▶ **Task statement**
A single number is the answer: how many lines of the data hold "small"?

▶ **Stored items**

--------

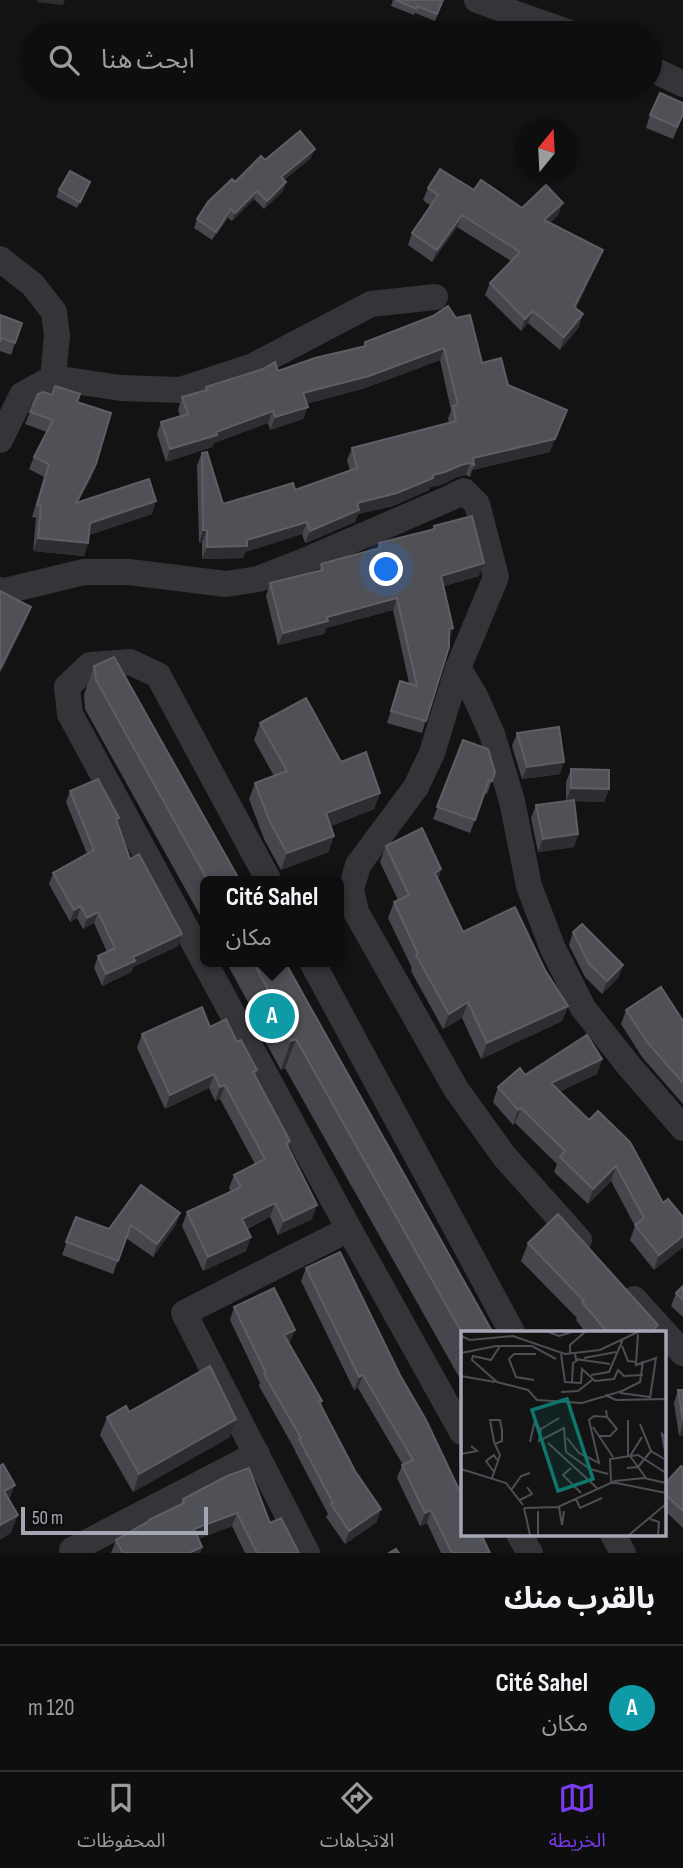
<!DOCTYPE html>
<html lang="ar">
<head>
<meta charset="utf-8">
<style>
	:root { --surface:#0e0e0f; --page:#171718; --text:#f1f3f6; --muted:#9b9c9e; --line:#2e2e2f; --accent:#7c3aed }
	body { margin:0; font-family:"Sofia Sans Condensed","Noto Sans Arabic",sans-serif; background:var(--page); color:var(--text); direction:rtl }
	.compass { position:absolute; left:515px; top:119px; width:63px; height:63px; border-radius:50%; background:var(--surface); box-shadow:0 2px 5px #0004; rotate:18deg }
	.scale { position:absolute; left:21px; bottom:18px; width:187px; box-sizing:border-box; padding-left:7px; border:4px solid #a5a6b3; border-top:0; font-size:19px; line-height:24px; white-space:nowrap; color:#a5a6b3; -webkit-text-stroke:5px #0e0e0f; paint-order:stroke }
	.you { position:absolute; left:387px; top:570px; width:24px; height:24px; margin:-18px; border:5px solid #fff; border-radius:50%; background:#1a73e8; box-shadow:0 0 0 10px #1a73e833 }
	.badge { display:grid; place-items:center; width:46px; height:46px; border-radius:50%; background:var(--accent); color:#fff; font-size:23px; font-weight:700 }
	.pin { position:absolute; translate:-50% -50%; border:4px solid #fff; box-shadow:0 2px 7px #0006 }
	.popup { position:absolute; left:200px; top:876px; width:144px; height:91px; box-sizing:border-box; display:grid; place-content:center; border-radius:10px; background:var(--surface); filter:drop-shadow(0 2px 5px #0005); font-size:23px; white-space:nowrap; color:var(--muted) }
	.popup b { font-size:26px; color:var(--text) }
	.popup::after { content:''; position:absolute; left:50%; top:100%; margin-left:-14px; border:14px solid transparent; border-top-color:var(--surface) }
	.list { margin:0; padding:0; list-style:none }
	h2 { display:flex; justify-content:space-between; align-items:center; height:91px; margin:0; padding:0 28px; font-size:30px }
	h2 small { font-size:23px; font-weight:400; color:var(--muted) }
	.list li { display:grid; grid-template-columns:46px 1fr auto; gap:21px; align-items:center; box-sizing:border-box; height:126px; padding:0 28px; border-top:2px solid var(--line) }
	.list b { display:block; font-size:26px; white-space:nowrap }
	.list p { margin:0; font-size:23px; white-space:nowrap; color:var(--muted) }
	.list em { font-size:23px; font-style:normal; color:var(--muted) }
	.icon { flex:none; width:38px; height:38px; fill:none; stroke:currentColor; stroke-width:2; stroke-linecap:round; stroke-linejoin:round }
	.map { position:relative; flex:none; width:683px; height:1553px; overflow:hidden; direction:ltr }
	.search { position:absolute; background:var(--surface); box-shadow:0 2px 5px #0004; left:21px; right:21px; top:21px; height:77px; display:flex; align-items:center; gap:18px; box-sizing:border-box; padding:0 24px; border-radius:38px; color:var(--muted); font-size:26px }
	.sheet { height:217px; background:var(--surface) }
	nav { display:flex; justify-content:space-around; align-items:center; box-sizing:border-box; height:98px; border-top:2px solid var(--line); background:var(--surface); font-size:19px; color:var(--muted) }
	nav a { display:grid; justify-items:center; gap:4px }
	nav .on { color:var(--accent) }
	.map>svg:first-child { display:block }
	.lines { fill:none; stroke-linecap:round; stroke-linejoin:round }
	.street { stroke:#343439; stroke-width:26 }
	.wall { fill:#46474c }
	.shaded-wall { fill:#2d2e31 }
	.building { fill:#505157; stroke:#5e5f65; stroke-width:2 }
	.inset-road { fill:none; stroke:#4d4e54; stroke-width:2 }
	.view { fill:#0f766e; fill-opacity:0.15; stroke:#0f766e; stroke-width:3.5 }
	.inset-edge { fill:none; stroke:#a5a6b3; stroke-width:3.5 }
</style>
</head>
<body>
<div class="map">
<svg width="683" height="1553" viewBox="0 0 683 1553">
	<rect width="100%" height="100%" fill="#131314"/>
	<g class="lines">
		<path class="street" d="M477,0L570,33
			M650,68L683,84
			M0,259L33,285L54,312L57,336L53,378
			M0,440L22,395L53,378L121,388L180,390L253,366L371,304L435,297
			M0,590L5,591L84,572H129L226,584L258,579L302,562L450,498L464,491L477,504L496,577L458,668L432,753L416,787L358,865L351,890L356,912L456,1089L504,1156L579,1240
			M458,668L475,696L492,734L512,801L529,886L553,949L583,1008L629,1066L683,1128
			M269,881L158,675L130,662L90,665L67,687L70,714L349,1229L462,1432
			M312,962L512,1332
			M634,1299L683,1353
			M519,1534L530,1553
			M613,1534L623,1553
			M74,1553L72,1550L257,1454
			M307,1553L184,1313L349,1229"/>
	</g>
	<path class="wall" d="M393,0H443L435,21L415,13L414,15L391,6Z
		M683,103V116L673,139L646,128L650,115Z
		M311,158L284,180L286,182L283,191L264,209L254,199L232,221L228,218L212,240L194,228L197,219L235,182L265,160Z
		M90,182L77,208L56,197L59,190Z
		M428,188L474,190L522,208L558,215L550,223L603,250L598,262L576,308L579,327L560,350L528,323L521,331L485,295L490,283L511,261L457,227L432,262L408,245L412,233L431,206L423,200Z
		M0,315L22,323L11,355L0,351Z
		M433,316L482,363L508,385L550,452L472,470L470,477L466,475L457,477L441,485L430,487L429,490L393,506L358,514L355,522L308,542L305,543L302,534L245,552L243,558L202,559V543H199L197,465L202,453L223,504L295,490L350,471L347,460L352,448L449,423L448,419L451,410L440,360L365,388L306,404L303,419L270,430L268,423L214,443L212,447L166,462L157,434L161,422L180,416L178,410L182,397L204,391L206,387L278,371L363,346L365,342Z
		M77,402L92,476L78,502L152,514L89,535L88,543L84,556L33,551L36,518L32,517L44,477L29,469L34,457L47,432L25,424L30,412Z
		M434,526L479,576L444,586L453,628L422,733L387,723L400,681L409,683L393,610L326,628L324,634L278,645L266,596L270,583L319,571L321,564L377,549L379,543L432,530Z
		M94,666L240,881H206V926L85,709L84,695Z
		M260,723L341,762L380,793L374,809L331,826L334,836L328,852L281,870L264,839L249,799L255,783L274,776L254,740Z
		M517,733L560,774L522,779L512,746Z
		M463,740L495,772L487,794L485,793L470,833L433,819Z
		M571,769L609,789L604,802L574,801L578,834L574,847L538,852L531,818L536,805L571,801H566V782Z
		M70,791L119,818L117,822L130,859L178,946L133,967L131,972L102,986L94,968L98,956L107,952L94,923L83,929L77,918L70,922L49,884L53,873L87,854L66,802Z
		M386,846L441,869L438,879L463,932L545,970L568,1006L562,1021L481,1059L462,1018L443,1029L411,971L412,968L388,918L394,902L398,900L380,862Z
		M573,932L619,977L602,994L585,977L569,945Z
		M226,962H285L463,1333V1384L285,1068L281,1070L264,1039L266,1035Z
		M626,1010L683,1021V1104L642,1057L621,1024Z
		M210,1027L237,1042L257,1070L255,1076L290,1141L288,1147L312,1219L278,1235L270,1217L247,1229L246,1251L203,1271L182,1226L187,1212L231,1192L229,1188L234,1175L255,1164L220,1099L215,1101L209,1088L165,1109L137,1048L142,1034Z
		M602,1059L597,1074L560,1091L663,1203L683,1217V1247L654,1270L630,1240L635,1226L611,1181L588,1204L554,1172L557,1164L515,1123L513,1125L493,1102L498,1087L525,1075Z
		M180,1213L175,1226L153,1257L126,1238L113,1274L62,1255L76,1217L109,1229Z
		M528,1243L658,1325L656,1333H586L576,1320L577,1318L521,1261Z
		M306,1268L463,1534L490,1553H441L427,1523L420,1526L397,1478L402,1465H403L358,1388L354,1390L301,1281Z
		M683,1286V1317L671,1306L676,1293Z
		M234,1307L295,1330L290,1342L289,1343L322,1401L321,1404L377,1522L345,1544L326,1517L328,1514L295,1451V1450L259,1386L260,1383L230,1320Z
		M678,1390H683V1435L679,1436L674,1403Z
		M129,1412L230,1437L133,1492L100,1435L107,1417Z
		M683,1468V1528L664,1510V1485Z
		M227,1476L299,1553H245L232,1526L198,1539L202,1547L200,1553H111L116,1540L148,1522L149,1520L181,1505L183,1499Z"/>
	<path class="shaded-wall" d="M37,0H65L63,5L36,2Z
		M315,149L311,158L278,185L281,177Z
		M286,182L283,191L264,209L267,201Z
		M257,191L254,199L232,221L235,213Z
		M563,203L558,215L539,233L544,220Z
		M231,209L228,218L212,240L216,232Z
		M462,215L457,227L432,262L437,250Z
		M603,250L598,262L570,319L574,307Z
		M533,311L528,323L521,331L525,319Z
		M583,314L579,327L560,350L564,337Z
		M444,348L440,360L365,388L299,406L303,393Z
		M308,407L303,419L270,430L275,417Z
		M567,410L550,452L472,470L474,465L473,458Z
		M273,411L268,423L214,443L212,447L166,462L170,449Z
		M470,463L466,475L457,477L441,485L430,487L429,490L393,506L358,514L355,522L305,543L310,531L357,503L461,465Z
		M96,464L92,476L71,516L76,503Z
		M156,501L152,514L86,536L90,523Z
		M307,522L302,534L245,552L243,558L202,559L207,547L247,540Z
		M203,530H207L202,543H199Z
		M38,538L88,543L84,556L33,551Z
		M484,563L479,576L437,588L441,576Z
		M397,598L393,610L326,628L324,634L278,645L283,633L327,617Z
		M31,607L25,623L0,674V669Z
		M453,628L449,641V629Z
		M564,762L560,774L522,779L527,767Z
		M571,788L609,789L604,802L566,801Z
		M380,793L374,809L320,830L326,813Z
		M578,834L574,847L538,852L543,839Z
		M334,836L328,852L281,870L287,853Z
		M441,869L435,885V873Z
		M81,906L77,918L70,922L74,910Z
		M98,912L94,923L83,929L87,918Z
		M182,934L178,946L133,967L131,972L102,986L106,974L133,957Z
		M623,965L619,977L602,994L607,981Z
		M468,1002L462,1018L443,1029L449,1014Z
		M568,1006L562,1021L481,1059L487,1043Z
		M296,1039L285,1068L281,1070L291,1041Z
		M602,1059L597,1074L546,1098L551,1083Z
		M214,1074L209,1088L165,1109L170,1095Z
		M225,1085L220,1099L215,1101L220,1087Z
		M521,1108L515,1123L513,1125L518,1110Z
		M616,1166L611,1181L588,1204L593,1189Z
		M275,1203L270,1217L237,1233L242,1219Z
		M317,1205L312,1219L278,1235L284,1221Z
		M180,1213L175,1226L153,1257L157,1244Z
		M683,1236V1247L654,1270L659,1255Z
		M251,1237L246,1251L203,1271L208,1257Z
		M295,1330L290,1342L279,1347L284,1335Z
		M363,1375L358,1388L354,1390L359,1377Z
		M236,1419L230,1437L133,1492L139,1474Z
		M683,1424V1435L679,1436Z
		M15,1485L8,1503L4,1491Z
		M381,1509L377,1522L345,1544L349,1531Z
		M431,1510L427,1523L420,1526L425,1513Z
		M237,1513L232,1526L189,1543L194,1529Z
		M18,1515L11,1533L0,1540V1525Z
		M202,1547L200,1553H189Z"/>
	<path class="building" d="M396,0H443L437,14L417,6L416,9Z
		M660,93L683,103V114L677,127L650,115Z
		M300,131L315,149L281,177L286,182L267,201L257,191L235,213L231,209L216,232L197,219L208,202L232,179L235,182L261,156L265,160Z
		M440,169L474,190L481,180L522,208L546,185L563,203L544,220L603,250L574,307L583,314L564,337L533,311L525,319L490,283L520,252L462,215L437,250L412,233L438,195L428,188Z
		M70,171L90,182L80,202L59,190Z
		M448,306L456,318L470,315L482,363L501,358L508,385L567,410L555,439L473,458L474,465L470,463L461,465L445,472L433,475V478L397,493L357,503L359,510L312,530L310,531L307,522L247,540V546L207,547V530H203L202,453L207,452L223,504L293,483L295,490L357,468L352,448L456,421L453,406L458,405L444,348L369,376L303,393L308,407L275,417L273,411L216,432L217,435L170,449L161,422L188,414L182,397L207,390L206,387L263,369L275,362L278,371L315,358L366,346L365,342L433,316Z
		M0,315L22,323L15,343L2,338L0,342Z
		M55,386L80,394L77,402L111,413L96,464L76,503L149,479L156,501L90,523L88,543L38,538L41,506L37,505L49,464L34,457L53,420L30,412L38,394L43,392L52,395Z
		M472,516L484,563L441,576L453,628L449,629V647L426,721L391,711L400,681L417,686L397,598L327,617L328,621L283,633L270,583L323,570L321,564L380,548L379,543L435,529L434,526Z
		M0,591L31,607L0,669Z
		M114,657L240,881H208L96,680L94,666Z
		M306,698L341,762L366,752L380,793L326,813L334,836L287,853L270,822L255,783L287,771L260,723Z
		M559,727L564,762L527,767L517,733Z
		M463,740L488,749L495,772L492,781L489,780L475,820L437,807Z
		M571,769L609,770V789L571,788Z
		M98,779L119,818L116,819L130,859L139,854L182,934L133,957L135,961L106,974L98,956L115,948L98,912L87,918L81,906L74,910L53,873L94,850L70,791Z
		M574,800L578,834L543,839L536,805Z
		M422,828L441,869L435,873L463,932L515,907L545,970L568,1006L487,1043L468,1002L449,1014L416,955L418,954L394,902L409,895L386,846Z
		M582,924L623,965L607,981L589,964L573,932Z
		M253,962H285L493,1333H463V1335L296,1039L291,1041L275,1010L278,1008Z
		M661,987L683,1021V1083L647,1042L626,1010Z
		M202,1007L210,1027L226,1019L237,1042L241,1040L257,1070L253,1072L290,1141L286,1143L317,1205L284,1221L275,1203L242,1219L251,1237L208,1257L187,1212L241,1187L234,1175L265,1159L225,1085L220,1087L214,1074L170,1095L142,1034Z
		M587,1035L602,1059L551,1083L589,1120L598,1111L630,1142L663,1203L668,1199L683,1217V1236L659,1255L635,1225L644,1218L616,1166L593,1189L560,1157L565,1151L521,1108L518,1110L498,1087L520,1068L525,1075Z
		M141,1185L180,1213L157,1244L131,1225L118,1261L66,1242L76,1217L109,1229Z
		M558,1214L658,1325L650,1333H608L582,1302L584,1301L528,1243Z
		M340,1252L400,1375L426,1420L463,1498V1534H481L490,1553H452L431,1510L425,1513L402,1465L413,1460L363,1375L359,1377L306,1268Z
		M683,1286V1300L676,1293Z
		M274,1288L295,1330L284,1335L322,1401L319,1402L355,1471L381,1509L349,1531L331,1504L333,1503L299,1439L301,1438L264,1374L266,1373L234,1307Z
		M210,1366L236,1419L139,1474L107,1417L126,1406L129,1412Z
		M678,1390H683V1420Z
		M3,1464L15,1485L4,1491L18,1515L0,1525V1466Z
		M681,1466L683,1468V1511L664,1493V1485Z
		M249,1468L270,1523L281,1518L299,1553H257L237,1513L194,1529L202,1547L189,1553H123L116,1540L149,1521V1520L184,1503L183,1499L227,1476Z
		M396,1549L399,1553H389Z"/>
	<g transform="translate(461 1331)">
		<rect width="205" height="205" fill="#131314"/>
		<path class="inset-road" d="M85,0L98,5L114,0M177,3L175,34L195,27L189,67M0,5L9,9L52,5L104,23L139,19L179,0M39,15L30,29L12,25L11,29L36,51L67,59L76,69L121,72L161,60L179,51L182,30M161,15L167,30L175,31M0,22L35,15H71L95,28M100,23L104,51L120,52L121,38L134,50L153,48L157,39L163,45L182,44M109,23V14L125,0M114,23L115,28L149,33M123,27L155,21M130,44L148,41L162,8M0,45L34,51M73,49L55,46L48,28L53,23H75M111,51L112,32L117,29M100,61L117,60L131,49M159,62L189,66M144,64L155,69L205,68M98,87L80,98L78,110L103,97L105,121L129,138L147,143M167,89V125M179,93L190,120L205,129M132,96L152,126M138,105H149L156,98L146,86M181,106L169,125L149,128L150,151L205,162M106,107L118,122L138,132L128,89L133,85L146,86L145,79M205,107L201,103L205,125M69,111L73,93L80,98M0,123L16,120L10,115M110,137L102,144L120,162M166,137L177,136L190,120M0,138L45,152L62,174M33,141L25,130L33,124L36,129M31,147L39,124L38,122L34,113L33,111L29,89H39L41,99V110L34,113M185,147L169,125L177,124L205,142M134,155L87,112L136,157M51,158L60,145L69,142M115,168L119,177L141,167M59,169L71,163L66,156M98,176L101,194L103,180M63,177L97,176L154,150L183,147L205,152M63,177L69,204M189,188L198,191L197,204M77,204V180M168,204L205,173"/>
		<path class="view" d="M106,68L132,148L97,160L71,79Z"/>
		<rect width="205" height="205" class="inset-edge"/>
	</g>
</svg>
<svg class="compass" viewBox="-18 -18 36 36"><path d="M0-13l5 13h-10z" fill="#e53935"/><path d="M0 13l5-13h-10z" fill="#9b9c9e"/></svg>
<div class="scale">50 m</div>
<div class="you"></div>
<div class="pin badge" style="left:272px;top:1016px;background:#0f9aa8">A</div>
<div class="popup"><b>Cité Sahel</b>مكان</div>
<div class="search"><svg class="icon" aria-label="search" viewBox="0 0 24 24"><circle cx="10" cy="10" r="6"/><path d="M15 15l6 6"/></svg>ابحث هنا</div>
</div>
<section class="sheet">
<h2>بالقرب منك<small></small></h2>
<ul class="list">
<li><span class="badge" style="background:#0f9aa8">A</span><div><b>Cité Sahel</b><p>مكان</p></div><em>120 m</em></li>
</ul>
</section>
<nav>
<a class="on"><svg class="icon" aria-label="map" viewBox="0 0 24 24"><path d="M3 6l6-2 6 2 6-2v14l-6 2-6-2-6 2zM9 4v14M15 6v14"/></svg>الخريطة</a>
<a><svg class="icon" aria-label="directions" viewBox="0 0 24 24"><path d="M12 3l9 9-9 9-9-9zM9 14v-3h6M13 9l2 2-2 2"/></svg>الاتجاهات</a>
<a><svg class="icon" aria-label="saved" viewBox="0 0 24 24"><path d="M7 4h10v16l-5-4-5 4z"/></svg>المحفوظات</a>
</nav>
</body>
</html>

--------

▶ **Written solution**
2